Take a look at our Writing an Effective Assessment Brief to see examples of how to include AI guidance in your assignment and coursework briefs, which you are encouraged to copy and customise for your context.
Reinforcing the importance of the learning process
In most learning design methodologies, assessment should be used for learning, not of learning. Help students to understand why they are being assessed, how it will build their skills and competencies, and how it will it help them achieve success in their future education and careers. Continually stress the importance and value of the assessment process, and share links to any marking criteria and rubrics. Where possible, give examples of good practice with AI, and make explicit your wider expectations and recommendations for collaboration and the use of digital tools.
Students must also learn the fundamentals of their discipline to be able to understand and critically evaluate AI outputs. Continually remind them of this, and use careful scaffolding of formative and low-stakes assessments to ensure learning outcomes are met.
Programme level design
Reviewing and aligning assessment methods and criteria with teaching strategies and learning outcomes can have a wider impact when considered at the programme level. Mapping assessments to programme-level outcomes, for example, can help identify assessment gaps, as well as assessment bunching and redundancy. It can also serve to introduce more assessment diversity (e.g. videos, blogs, vlogs, podcasts and animations) that are not only less susceptible to AI misuse, but also encourage creativity and the development of oral communication skills. Potential AI susceptibility in some assessments may also be tolerated if competencies are synoptically assessed elsewhere.

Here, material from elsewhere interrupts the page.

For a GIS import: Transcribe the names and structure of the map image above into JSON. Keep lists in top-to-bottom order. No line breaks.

Programme leaders who would like to consider programme-level assessment design in response to the impact of AI can contact LTDS for more information and support.

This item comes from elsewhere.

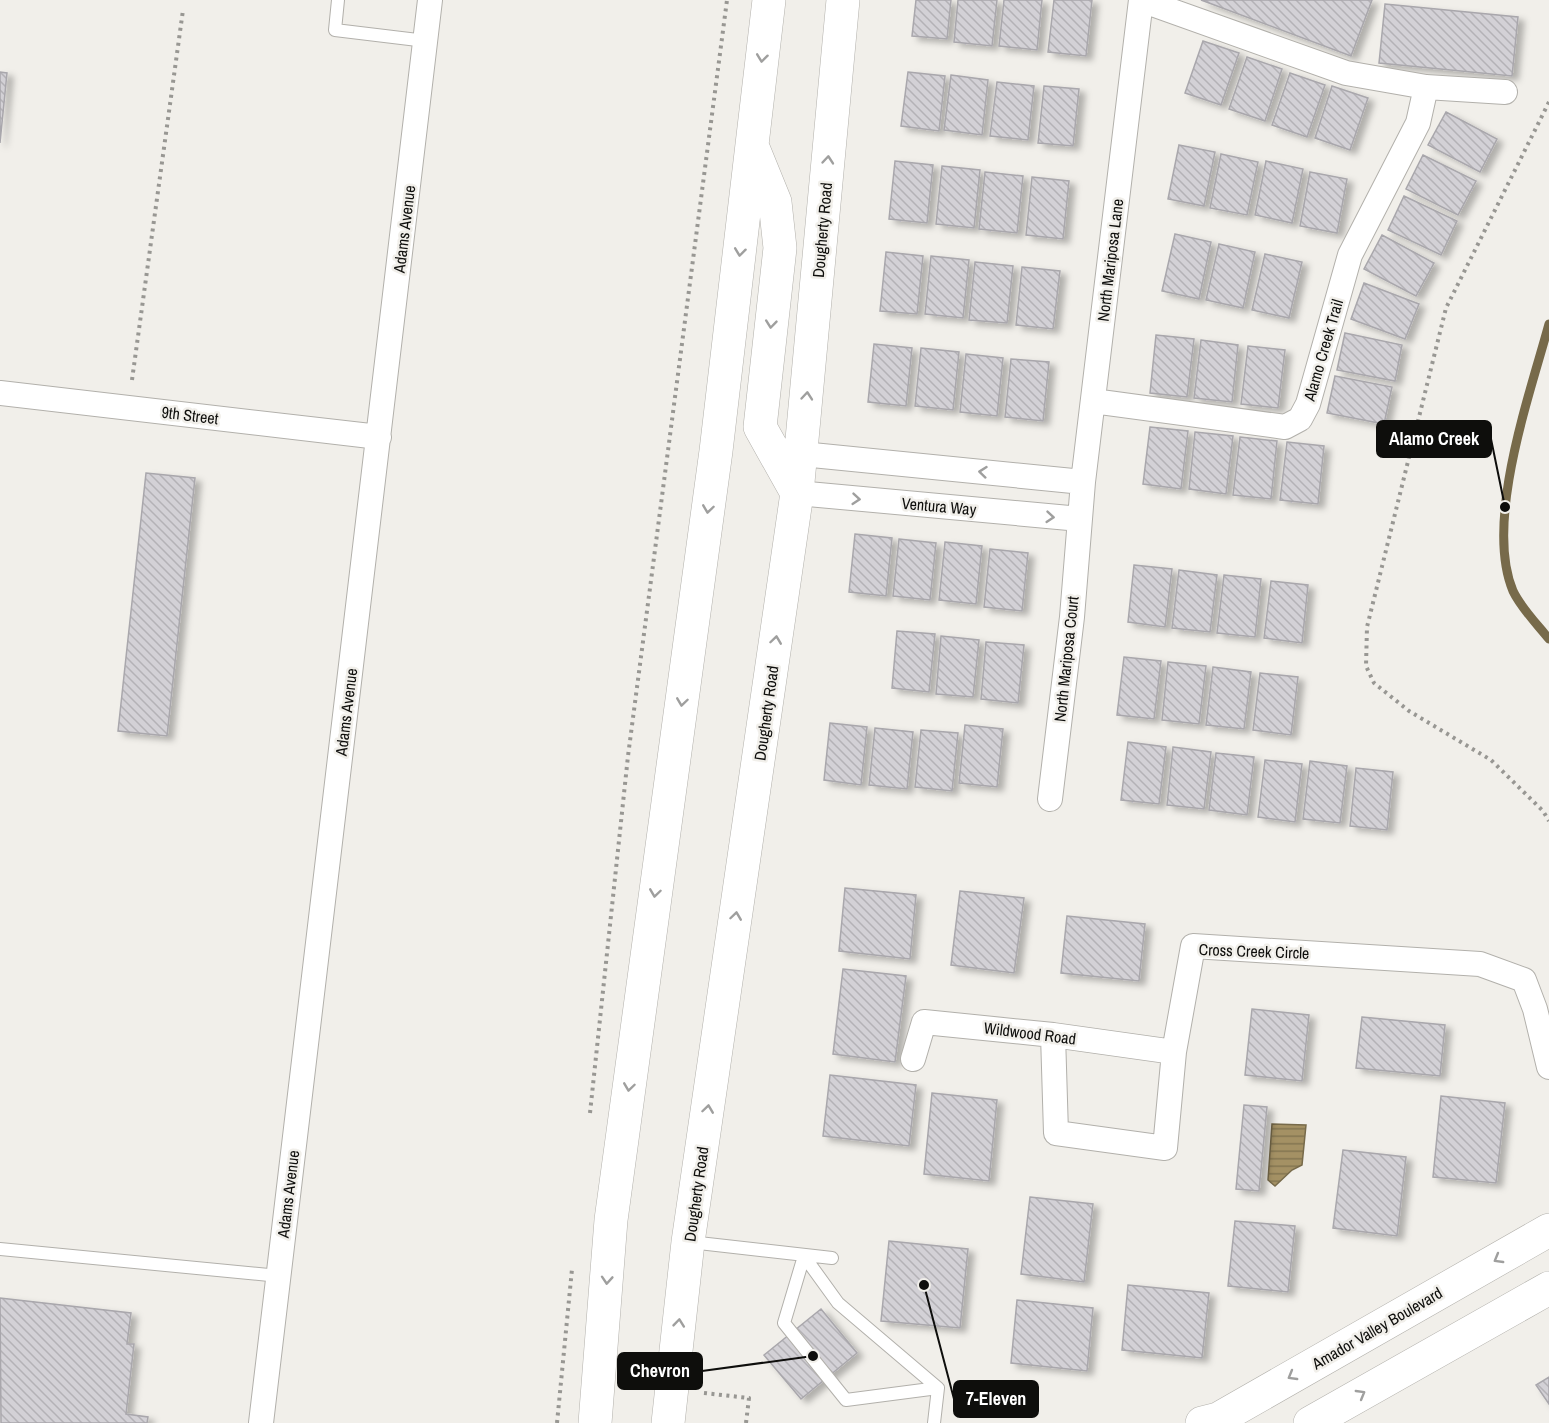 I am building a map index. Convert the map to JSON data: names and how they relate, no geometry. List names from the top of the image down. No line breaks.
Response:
{"streets":{"main road":["Dougherty Road","Amador Valley Boulevard"],"street":["Adams Avenue","North Mariposa Lane","Alamo Creek Trail","9th Street","Ventura Way","North Mariposa Court","Cross Creek Circle","Wildwood Road"]},"crossings":[["Adams Avenue","9th Street"],["Dougherty Road","Ventura Way"],["North Mariposa Lane","Alamo Creek Trail"],["North Mariposa Lane","Ventura Way"],["North Mariposa Lane","North Mariposa Court"],["Ventura Way","North Mariposa Court"],["Cross Creek Circle","Wildwood Road"]],"places":["Alamo Creek","7-Eleven","Chevron"]}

Identifying and detecting AI
Newcastle University does not recommend or support the use of automatic AI checkers. Text and digital media generated by AI cannot be reliably detected (Weber-Wulff et al; Scarfe P et al), and they provide insufficient detail about how “scores” are generated and what they mean. Low detection rates and a high incidence of false positives in recent research has also confirmed our concerns, and so the AI detection features of our current platforms have been disabled. Due to GDPR and data security concerns, you should also avoid entering student submissions into any third-party AI tools yourself.

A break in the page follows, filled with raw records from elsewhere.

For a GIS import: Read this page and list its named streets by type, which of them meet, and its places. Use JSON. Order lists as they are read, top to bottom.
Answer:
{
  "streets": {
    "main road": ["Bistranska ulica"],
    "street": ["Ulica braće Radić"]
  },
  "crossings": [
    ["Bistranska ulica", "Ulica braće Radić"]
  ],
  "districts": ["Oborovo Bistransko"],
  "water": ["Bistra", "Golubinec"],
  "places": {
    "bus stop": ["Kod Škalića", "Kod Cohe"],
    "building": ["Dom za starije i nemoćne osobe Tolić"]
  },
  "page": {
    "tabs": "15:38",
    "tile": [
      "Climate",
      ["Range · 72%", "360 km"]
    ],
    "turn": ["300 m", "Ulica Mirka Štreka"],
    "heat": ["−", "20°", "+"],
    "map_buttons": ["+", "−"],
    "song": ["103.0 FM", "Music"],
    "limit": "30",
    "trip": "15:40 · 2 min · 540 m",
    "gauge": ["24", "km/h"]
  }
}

Expecting markers to identify AI-generated text is also difficult in most scenarios, and this is not an expectation we should place on colleagues. However, we have a shared responsibility to ensure the academic integrity of our assessments, and so we all need to stay vigilant, be aware of obvious red flags, and respond to any suspicions of AI misuse by following the University’s misconduct procedures.
AI for marking
There are many tools emerging on the market which claim to assist with the marking of essays and other written content. Newcastle University’s DiscoverAI working group is currently exploring these platforms, and how – if recommended – they can integrate with current systems. In the meantime, for reasons of GDPR and data privacy and security, colleagues are encouraged not be upload student submissions into third-party AI tools for any purpose.
Using AI as a feedback assistant
One area where colleagues are using AI to improve marking productivity is in the “fleshing out” of student feedback. In these instances, short personalised notes from manually marked submissions are entered into a customised chatbot, which expands on the notes with further detail. The AI has been trained on the assignment brief, rubric, and an extensive range of model feedback responses, and so can “speak” with authority in the voice of the academic.
This is an acceptable use of AI, but care must be given to ensure that feedback generated is relevant, consistent, and loses none of its original personalisation. At no point should AI feedback be given without reviewing the output for accuracy.